§ What this task involves: Within the listing below, count the lines that include "Westphalen" and give the count alone.

──────────

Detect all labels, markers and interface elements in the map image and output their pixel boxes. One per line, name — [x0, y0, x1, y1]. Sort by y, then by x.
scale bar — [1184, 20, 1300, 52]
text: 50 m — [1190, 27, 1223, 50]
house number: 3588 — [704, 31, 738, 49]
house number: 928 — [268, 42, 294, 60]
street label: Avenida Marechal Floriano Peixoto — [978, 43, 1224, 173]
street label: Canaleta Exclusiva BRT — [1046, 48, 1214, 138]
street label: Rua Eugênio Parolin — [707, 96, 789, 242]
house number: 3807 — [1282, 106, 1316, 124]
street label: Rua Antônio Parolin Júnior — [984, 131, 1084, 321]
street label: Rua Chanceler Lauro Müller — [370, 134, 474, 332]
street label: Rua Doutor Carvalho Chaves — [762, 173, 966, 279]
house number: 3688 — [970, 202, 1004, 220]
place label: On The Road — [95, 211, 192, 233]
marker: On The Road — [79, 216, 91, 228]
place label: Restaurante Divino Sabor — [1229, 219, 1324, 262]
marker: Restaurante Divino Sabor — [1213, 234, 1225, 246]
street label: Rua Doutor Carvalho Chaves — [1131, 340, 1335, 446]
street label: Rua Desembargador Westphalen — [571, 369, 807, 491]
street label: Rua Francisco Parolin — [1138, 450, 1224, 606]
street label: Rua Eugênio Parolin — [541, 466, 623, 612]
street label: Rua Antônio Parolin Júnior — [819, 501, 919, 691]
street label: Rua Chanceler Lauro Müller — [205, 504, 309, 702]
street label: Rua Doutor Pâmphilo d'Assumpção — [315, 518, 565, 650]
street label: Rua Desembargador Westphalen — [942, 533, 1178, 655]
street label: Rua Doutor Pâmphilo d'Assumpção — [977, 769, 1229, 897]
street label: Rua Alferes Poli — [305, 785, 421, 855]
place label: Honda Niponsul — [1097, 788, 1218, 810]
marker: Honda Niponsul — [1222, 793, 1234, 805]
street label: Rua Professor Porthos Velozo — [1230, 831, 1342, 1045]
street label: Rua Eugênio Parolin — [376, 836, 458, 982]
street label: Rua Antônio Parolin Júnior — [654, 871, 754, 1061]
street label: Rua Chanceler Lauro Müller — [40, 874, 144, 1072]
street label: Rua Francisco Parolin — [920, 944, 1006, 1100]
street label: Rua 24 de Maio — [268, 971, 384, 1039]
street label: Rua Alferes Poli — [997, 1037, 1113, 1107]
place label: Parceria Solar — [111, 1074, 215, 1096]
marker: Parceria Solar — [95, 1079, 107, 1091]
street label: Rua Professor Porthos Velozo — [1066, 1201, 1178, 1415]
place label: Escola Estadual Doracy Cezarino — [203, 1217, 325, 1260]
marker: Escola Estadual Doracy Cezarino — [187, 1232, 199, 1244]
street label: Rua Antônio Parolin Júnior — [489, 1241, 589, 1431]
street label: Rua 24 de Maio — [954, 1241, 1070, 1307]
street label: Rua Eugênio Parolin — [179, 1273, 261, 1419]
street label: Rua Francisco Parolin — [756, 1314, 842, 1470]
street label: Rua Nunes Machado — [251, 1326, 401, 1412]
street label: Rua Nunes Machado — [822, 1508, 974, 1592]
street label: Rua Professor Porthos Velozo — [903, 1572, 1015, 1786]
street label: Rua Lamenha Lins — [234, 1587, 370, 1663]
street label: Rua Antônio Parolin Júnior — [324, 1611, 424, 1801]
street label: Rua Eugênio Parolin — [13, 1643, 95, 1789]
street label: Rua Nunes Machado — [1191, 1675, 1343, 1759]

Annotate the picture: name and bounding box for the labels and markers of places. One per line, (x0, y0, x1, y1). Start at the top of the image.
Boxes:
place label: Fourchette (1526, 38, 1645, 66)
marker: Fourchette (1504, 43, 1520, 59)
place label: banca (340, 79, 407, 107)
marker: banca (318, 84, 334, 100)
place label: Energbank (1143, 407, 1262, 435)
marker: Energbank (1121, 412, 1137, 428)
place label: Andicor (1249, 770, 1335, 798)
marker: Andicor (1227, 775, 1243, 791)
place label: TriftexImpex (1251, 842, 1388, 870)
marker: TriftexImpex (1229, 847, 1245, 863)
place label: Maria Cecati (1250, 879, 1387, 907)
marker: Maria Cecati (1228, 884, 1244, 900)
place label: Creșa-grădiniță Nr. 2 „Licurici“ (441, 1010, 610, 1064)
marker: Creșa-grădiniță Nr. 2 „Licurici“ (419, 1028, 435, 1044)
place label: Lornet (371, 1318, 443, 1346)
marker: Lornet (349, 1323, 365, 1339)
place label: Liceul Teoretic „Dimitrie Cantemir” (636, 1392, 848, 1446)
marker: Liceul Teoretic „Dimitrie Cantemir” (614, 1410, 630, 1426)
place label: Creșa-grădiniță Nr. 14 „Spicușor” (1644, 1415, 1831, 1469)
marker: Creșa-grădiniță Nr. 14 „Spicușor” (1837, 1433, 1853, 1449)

──────────

§ Output of the task: 2